The DAPA ACT HF-TIMI 68 trial, presented at the 2025 European Society of Cardiology Congress, evaluated the impact of initiating sodium–glucose cotransporter 2 (SGLT2) inhibition during hospitalisation for acute heart failure (HF) on early clinical outcomes.1 This large, multicentre, randomised, double-blind study enrolled 2,401 patients from 23 countries. The mean age was 69 years, and nearly three-quarters (72%) had HF with reduced ejection fraction. Following clinical stabilisation, patients were randomised within 14 days of admission to receive either dapagliflozin 10 mg once daily or placebo, ensuring initiation occurred during the index hospitalisation rather than post-discharge. The primary endpoint, a composite of cardiovascular death or worsening HF, was assessed at 60 days. By evaluating therapy in the acute setting, the trial sought to determine whether earlier initiation could improve short-term outcomes and, potentially, long-term prognosis.

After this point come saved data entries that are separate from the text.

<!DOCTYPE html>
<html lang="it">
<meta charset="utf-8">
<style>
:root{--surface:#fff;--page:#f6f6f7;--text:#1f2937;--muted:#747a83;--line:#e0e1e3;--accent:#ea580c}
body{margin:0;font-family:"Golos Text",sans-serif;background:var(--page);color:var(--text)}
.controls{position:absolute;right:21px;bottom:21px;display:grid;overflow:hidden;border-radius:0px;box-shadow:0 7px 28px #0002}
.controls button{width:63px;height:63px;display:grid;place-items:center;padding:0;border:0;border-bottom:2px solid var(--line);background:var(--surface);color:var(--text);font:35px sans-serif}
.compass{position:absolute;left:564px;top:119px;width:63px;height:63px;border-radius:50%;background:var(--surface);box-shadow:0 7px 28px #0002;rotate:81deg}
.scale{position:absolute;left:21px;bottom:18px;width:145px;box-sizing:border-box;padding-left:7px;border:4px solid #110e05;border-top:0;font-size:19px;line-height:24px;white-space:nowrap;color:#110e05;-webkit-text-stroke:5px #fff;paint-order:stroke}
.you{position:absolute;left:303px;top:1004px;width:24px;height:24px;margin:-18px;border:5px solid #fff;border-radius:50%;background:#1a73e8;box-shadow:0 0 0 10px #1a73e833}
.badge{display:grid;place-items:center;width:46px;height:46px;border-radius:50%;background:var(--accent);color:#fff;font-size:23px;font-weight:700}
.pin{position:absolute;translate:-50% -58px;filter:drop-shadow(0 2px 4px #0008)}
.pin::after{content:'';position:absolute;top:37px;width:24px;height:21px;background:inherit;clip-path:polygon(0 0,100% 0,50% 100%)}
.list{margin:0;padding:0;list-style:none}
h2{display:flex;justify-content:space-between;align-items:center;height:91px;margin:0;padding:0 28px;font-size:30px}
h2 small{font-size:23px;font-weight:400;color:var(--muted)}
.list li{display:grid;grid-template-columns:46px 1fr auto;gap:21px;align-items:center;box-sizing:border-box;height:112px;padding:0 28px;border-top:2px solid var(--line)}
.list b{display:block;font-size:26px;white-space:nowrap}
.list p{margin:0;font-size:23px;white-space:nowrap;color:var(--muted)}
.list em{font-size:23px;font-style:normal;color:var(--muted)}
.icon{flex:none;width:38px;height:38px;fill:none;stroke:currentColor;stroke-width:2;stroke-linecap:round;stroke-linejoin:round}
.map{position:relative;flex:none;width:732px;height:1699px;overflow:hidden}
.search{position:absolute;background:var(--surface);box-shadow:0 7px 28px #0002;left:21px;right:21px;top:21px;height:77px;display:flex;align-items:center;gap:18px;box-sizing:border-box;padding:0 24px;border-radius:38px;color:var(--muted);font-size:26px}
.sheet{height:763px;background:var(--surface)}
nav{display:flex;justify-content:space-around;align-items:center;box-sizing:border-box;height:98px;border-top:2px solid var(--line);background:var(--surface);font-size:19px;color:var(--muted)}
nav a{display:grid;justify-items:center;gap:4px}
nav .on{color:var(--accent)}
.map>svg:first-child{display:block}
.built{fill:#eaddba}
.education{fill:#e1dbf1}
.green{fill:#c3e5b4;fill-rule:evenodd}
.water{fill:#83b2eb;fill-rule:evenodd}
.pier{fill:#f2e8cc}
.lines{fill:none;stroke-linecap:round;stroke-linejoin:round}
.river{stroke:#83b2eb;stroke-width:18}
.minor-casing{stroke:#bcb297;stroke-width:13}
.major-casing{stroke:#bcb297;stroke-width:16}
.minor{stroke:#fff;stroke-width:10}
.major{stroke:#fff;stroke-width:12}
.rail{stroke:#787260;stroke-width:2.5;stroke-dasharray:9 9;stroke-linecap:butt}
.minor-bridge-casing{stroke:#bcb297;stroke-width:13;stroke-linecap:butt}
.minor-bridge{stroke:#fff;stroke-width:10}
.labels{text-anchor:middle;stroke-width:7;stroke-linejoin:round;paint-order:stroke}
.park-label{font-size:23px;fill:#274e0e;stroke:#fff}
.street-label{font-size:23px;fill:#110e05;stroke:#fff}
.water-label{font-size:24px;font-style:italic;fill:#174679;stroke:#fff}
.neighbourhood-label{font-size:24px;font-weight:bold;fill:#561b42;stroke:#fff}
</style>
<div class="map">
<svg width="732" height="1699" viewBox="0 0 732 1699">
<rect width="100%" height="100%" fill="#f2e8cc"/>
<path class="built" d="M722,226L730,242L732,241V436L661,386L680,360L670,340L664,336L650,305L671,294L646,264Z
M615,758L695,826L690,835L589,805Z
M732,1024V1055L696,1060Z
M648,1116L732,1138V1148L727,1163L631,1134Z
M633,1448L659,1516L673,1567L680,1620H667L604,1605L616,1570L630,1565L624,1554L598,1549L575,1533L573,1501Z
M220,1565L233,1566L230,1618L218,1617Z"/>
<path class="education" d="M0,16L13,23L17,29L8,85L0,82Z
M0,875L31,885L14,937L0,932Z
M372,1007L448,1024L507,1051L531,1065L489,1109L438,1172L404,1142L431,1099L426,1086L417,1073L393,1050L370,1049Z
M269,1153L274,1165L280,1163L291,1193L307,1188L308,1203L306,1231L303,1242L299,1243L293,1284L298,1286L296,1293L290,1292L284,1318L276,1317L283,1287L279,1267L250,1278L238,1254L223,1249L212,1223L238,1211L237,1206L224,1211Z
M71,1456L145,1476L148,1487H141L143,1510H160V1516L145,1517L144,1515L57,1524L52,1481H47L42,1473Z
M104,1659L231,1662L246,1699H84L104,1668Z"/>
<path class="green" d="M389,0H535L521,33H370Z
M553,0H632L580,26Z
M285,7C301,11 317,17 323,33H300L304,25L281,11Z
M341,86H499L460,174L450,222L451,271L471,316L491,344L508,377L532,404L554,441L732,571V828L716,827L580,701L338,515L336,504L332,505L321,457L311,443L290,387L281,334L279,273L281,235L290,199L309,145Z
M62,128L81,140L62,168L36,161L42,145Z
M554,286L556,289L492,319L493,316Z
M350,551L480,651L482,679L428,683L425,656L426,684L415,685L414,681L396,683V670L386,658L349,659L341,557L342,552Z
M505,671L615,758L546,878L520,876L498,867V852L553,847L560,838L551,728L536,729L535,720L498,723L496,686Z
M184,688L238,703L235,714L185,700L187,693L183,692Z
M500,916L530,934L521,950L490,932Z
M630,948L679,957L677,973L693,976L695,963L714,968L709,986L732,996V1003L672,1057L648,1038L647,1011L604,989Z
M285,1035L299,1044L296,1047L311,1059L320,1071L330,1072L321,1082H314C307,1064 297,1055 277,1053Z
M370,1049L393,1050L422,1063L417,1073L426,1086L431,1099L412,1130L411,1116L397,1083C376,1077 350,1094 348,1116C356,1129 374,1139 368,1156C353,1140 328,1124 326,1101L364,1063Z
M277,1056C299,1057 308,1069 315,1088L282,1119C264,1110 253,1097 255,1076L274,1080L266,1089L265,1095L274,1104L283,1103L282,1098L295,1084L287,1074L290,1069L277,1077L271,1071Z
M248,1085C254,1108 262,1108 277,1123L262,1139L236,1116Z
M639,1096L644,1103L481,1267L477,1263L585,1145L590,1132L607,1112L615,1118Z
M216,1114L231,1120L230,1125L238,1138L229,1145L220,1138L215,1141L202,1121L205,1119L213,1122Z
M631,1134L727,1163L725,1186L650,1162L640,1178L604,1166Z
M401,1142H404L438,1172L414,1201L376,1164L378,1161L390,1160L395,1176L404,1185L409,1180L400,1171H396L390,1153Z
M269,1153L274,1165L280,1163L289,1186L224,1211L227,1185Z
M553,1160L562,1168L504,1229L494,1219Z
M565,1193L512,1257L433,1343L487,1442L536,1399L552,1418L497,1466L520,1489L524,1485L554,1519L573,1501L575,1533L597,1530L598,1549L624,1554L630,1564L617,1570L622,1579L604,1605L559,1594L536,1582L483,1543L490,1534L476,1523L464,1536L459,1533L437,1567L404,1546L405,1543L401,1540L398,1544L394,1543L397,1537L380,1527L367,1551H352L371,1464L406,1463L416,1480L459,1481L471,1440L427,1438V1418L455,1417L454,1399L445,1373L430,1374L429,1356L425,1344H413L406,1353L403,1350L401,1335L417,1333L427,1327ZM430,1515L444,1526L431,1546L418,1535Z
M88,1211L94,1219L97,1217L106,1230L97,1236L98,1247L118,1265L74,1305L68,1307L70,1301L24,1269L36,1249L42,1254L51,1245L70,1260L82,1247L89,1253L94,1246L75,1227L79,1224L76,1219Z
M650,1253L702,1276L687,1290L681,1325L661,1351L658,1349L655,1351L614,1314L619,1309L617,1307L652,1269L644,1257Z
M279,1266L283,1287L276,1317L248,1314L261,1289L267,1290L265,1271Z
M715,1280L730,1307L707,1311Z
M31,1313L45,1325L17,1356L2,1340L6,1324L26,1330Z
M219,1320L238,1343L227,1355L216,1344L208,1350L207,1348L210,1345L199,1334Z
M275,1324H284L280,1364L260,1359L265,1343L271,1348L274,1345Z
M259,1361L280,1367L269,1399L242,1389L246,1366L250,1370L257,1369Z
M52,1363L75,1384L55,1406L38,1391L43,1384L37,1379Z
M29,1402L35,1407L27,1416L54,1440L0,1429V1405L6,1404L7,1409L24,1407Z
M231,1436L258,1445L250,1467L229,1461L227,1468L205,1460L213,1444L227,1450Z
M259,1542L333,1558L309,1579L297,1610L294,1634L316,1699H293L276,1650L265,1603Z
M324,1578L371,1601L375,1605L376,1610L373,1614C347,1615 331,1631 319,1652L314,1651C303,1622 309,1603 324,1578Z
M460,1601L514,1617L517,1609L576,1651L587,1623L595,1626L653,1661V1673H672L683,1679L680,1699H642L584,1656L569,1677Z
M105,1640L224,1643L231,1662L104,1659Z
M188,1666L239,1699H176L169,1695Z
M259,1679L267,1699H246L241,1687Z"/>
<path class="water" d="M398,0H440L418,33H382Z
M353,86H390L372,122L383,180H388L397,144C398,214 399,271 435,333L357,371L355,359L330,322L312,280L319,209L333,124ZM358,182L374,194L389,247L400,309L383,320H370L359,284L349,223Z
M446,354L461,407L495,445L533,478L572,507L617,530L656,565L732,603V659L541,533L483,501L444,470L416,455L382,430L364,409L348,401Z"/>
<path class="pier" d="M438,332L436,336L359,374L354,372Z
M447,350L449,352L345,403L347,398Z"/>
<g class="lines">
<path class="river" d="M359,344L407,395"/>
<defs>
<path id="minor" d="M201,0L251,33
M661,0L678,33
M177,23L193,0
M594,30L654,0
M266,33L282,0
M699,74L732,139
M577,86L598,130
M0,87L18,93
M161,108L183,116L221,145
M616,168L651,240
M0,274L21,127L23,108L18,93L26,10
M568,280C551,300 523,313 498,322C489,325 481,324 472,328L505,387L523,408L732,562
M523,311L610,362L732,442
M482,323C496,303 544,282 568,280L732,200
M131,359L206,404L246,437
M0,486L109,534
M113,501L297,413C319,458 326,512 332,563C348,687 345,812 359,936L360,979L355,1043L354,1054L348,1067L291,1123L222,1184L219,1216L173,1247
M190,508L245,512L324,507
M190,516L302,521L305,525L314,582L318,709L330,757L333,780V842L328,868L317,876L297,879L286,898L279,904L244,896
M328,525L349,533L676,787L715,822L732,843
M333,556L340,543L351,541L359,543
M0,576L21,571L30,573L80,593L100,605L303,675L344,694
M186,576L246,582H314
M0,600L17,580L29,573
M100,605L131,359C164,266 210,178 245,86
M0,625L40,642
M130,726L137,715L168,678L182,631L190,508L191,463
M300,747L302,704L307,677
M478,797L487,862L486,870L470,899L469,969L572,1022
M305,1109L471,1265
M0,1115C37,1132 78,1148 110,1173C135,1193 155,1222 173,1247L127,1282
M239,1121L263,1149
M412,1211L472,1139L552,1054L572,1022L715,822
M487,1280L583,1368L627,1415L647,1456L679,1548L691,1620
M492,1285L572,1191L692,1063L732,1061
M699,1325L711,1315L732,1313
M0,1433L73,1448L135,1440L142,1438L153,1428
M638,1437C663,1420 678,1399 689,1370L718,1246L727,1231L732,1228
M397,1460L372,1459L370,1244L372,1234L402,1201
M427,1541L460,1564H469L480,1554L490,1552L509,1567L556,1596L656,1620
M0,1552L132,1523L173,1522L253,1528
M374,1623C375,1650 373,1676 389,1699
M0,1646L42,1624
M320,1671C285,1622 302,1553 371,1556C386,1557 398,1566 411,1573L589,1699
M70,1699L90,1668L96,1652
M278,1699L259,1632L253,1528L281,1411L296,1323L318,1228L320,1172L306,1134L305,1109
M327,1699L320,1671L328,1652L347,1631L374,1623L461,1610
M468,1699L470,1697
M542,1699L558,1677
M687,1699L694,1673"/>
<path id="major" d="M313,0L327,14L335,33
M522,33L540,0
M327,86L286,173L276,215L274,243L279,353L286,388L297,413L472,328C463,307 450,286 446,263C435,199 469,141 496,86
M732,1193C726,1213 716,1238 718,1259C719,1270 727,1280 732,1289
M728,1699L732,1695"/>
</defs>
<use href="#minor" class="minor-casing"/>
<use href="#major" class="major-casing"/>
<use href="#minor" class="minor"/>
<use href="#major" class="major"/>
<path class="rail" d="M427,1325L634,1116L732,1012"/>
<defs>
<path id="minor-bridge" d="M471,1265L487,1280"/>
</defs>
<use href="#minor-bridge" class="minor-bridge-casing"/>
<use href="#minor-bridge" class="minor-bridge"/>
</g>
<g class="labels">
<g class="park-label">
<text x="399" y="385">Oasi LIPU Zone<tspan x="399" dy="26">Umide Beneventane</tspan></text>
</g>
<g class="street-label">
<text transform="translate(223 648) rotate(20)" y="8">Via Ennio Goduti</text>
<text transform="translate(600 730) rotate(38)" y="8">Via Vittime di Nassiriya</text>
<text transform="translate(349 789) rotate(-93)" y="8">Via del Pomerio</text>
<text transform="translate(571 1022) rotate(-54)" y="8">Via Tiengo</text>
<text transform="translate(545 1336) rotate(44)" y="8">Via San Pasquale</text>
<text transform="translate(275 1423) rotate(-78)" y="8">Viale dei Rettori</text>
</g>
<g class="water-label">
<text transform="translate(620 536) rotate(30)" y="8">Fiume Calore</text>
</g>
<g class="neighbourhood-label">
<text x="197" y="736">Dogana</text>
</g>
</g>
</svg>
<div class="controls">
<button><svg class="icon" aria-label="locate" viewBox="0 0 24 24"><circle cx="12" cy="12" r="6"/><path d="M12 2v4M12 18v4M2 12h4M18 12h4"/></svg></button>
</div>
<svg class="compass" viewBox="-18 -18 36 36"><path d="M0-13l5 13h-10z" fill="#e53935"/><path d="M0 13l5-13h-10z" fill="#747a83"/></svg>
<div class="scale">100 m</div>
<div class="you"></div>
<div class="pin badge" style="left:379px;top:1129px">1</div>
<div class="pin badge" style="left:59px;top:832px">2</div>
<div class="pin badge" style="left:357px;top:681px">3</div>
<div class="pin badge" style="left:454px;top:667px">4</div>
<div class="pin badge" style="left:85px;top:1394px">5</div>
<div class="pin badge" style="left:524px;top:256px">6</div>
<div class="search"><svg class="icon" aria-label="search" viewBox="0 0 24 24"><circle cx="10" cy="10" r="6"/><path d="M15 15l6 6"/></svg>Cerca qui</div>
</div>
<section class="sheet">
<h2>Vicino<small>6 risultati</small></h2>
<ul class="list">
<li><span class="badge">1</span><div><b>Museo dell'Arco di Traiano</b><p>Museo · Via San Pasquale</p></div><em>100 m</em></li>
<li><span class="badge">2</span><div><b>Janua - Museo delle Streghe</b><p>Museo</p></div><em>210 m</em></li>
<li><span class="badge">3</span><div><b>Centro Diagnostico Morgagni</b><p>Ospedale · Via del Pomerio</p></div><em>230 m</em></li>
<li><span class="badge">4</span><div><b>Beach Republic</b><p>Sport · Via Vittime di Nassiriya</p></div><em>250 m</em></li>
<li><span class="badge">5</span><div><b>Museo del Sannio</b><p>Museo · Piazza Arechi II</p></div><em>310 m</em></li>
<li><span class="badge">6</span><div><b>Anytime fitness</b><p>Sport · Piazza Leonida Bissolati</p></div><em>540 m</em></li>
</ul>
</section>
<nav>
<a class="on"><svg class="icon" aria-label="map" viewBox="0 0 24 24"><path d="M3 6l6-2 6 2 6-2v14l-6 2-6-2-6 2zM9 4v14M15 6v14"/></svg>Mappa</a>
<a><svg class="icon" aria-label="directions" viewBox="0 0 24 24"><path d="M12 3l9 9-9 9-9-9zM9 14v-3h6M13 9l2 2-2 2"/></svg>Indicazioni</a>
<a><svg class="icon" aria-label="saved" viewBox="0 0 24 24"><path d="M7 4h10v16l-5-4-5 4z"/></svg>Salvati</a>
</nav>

The primary endpoint occurred in 10.9% of patients assigned to dapagliflozin versus 12.7% with placebo (HR 0.86; 95% CI [0.68–1.08]; p=0.20). Although numerically favourable, the difference was not statistically significant. Secondary outcomes showed consistent trends towards benefit, including lower all-cause mortality (3.0% versus 4.5%), fewer worsening HF events, and improved symptom trajectories. Safety was generally acceptable, with slightly higher rates of symptomatic hypotension (3.6% versus 2.2%) and transient renal function decline (5.9% versus 4.7%) in the dapagliflozin group, but no excess of urinary tract infections or ketoacidosis.
When pooled with prior trials of in-hospital SGLT2 initiation in a meta-analysis (~3,500 patients), the findings became more compelling, demonstrating significant reductions in cardiovascular death or worsening HF, as well as all-cause mortality.1,2 This broader evidence base reinforces the clinical relevance of early initiation.

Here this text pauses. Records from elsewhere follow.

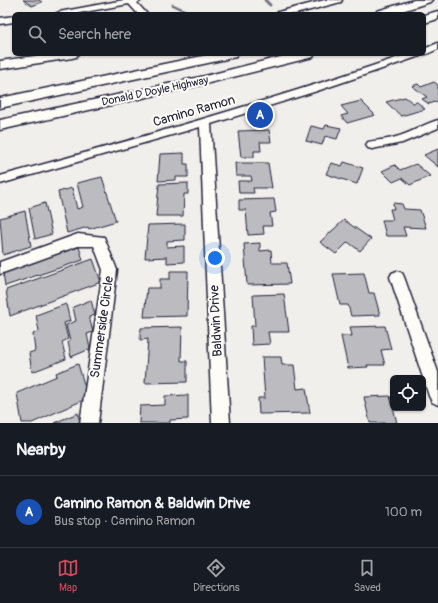 <!DOCTYPE html>
<html lang="en">
<head>
<meta charset="utf-8">
<style>
	:root { --surface:#171b24; --page:#242831; --text:#f1f3f6; --muted:#9ea1a6; --line:#363941; --accent:#d1495b }
	body { margin:0; font-family:Pangolin,sans-serif; background:var(--page); color:var(--text) }
	.controls { position:absolute; right:12px; bottom:12px; display:grid; overflow:hidden; border-radius:6px; box-shadow:0 1px 3px #0004 }
	.controls button { width:36px; height:36px; display:grid; place-items:center; padding:0; border:0; border-bottom:1px solid var(--line); background:var(--surface); color:var(--text); font:20px sans-serif }
	.you { position:absolute; left:215px; top:258px; width:14px; height:14px; margin:-10px; border:3px solid #fff; border-radius:50%; background:#1a73e8; box-shadow:0 0 0 6px #1a73e833 }
	.badge { display:grid; place-items:center; width:26px; height:26px; border-radius:50%; background:var(--accent); color:#fff; font-size:13px; font-weight:700 }
	.pin { position:absolute; translate:-50% -50%; border:2px solid #fff; box-shadow:0 1px 4px #0006 }
	.list { margin:0; padding:0; list-style:none }
	h2 { display:flex; justify-content:space-between; align-items:center; height:52px; margin:0; padding:0 16px; font-size:17px }
	h2 small { font-size:13px; font-weight:400; color:var(--muted) }
	.list li { display:grid; grid-template-columns:26px 1fr auto; gap:12px; align-items:center; box-sizing:border-box; height:72px; padding:0 16px; border-top:1px solid var(--line) }
	.list b { display:block; font-size:15px; white-space:nowrap }
	.list p { margin:0; font-size:13px; white-space:nowrap; color:var(--muted) }
	.list em { font-size:13px; font-style:normal; color:var(--muted) }
	.icon { flex:none; width:22px; height:22px; fill:none; stroke:currentColor; stroke-width:2; stroke-linecap:round; stroke-linejoin:round }
	.map { position:relative; flex:none; width:438px; height:423px; overflow:hidden }
	.search { position:absolute; background:var(--surface); box-shadow:0 1px 3px #0004; left:12px; right:12px; top:12px; height:44px; display:flex; align-items:center; gap:10px; box-sizing:border-box; padding:0 14px; border-radius:6px; color:var(--muted); font-size:15px }
	.sheet { height:124px; background:var(--surface) }
	nav { display:flex; justify-content:space-around; align-items:center; box-sizing:border-box; height:56px; border-top:1px solid var(--line); background:var(--surface); font-size:11px; color:var(--muted) }
	nav a { display:grid; justify-items:center; gap:2px }
	nav .on { color:var(--accent) }
	.map>svg:first-child { display:block }
</style>
</head>
<body>
<div class="map">
<svg width="438" height="423" viewBox="0 0 438 423">
	<rect width="100%" height="100%" fill="#f0efec"/>
	<filter id="ink" filterUnits="userSpaceOnUse"><feTurbulence type="fractalNoise" baseFrequency=".025" numOctaves="2"/><feDisplacementMap in="SourceGraphic" scale="8" xChannelSelector="R" yChannelSelector="G"/><feConvolveMatrix kernelMatrix="1 2 1 2 8 2 1 2 1" color-interpolation-filters="sRGB"/></filter>
	<g filter="url(#ink)">
		<g fill="none" stroke-linecap="round" stroke-linejoin="round">
			<g stroke="#737381" stroke-width="3">
				<polyline points="265,0 270,5"/>
				<polyline points="173,5 192,14"/>
			</g>
		</g>
		<g fill="#bcbcc0" stroke="#22223b">
			<polygon points="23,0 39,0 42,2 32,6"/>
			<polygon points="434,82 438,85 438,101 429,104 422,99 427,97 412,86 418,84 421,87"/>
			<polygon points="405,97 413,103 417,102 425,109 401,116 386,102"/>
			<polygon points="361,101 375,115 347,123 341,116 348,114 341,106"/>
			<polygon points="326,125 341,128 337,139 325,136 322,145 306,141 311,126 324,129"/>
			<polygon points="269,130 271,142 260,142 261,151 254,151 254,157 241,157 238,131"/>
			<polygon points="438,149 438,167 424,155"/>
			<polygon points="184,153 184,164 188,164 188,177 176,177 176,180 158,181 160,154"/>
			<polygon points="344,162 363,168 357,184 326,174 331,163 342,166"/>
			<polygon points="235,163 268,163 272,188 253,188 254,193 239,193 238,181 252,181 251,176 236,176"/>
			<polygon points="416,164 430,176 410,185 402,178 393,182 382,171 395,165 400,170"/>
			<polygon points="102,177 116,221 89,229 88,227 67,233 58,192 72,188 77,209 83,207 77,183"/>
			<polygon points="188,183 188,194 184,194 183,216 156,216 159,184"/>
			<polygon points="274,199 276,212 270,213 272,226 263,226 264,234 248,235 246,210 239,210 239,200"/>
			<polygon points="45,203 52,234 35,239 29,208"/>
			<polygon points="393,203 402,204 404,209 420,210 426,228 403,227 406,236 386,236 382,220 393,220 390,209 394,209"/>
			<polygon points="25,211 31,246 3,255 0,218"/>
			<polygon points="344,220 371,239 360,251 348,242 336,254 320,242"/>
			<polygon points="185,224 185,240 167,241 167,247 184,246 184,262 167,263 167,257 145,258 148,225"/>
			<polygon points="260,243 260,251 271,250 272,263 287,263 290,284 247,285 244,244"/>
			<polygon points="79,247 83,260 5,286 3,272"/>
			<polygon points="93,259 101,282 10,316 6,290"/>
			<polygon points="170,271 188,271 187,316 144,317 147,288 160,288 160,279 170,279"/>
			<polygon points="364,273 369,293 374,293 380,315 351,316 348,305 340,305 333,274"/>
			<polygon points="284,294 289,332 268,332 270,344 252,345 251,326 255,326 253,295"/>
			<polygon points="91,300 95,315 89,317 93,332 87,334 90,349 71,357 68,342 70,341 66,325 76,321 73,307"/>
			<polygon points="66,304 70,321 64,323 68,339 62,342 66,359 32,372 29,353 35,351 33,334 39,331 36,315"/>
			<polygon points="385,326 391,349 381,350 385,365 367,365 368,367 348,368 341,336 352,336 350,327"/>
			<polygon points="182,327 181,361 187,361 187,382 145,383 148,339 140,340 141,328"/>
			<polygon points="262,357 281,357 282,365 294,365 297,389 306,388 310,413 259,414 258,398 265,398"/>
			<polygon points="78,364 88,398 32,423 22,423 17,393 57,376 56,373"/>
			<polygon points="188,395 188,419 170,420 170,423 139,423 140,406 165,405 165,396"/>
			<polygon points="390,396 397,423 370,423 364,397"/>
			<polygon points="78,413 80,423 54,423"/>
		</g>
		<g fill="none" stroke-linecap="round" stroke-linejoin="round">
			<defs>
				<g id="minor">
					<polygon points="124,0 142,0 137,3 147,14 138,14 129,4 73,14 55,14 59,12"/>
					<polygon points="14,16 14,22 0,24 0,18"/>
					<path d="M438,43v6l-11,5h-5l-2,2 -103,35 -106,33 19,299h-18l-12,-296 -200,57v-8c137,-37 273,-76 408,-122h16v-5z"/>
					<path d="M438,120v8l-36,15 -30,6 -4,-1 -2,-3 2,-3c9,-2 19,-2 28,-5 15,-4 28,-13 42,-17z"/>
					<polygon points="78,234 104,237 117,270 98,423 80,423 103,270 94,246 78,246 0,274 0,262"/>
					<polygon points="397,271 402,273 404,277 438,372 438,405 432,402 429,396 390,277 392,273"/>
				</g>
				<g id="major">
					<polygon points="325,0 342,0 341,2 295,14 277,14 278,12"/>
					<polygon points="48,54 78,54 76,57 72,58 0,69 0,61"/>
				</g>
				<g id="highway">
					<polygon points="414,0 432,0 430,2 393,14 375,14 377,11"/>
					<polygon points="438,11 438,19 424,23 424,15"/>
					<polygon points="212,54 238,54 236,57 231,58 0,108 0,98"/>
					<polygon points="292,54 315,54 313,57 205,84 0,130 0,120 205,76"/>
				</g>
			</defs>
			<use href="#minor" stroke="#22223b" stroke-width="3"/>
			<use href="#major" stroke="#22223b" stroke-width="3"/>
			<use href="#highway" stroke="#22223b" stroke-width="3"/>
			<use href="#minor" fill="#fdfcf7" fill-rule="evenodd"/>
			<use href="#major" fill="#fdfcf7" fill-rule="evenodd"/>
			<use href="#highway" fill="#fdfcf7" fill-rule="evenodd"/>
		</g>
	</g>
	<g text-anchor="middle" dominant-baseline="central" stroke-width="4" stroke-linejoin="round" paint-order="stroke">
		<g font-size="11" fill="#22223b" stroke="#fdfcf7">
			<text transform="translate(155 91) rotate(-12)">Donald D Doyle Highway</text>
		</g>
		<g font-size="13" fill="#22223b" stroke="#fdfcf7">
			<text transform="translate(194 111) rotate(-16)">Camino Ramon</text>
			<text transform="translate(216 321) rotate(-93)">Baldwin Drive</text>
			<text transform="translate(102 327) rotate(-82)">Summerside Circle</text>
		</g>
	</g>
</svg>
<div class="controls">
<button><svg class="icon" aria-label="locate" viewBox="0 0 24 24"><circle cx="12" cy="12" r="6"/><path d="M12 2v4M12 18v4M2 12h4M18 12h4"/></svg></button>
</div>
<div class="you"></div>
<div class="pin badge" style="left:260px;top:115px;background:#1a4fb4">A</div>
<div class="search"><svg class="icon" aria-label="search" viewBox="0 0 24 24"><circle cx="10" cy="10" r="6"/><path d="M15 15l6 6"/></svg>Search here</div>
</div>
<section class="sheet">
<h2>Nearby<small></small></h2>
<ul class="list">
<li><span class="badge" style="background:#1a4fb4">A</span><div><b>Camino Ramon &amp; Baldwin Drive</b><p>Bus stop · Camino Ramon</p></div><em>100 m</em></li>
</ul>
</section>
<nav>
<a class="on"><svg class="icon" aria-label="map" viewBox="0 0 24 24"><path d="M3 6l6-2 6 2 6-2v14l-6 2-6-2-6 2zM9 4v14M15 6v14"/></svg>Map</a>
<a><svg class="icon" aria-label="directions" viewBox="0 0 24 24"><path d="M12 3l9 9-9 9-9-9zM9 14v-3h6M13 9l2 2-2 2"/></svg>Directions</a>
<a><svg class="icon" aria-label="saved" viewBox="0 0 24 24"><path d="M7 4h10v16l-5-4-5 4z"/></svg>Saved</a>
</nav>
</body>
</html>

DAPA ACT HF-TIMI 68 confirms that in-hospital initiation of dapagliflozin is feasible, safe, and potentially beneficial.1 However, given the neutral primary endpoint, a universal ‘start-in-all’ recommendation is not justified. The most appropriate approach is selective initiation, particularly in patients with reduced ejection fraction, preserved renal function and stable haemodynamics, accompanied by close post-discharge follow-up. Decisions should remain individualised, especially for frail patients or those with advanced renal dysfunction or hypotension.
Beyond the statistical results, the trial underscores a shift in clinical perspective – hospitalisation should be viewed not only as a time for acute stabilisation, but also as an opportunity to initiate disease-modifying therapy during a period of high risk and high therapeutic yield. Early initiation of SGLT2 inhibitors ensures patients are discharged already receiving effective treatment, thereby reducing therapeutic inertia and the risk of early readmission.3,4
In conclusion, although neutral for its primary endpoint, DAPA ACT HF-TIMI 68 provides consistent efficacy and safety signals.1 Together with meta-analytic evidence, the findings suggest that early in-hospital initiation of dapagliflozin may improve outcomes during the vulnerable post-discharge phase. The data support its early integration into HF care with an individualised and cautious approach.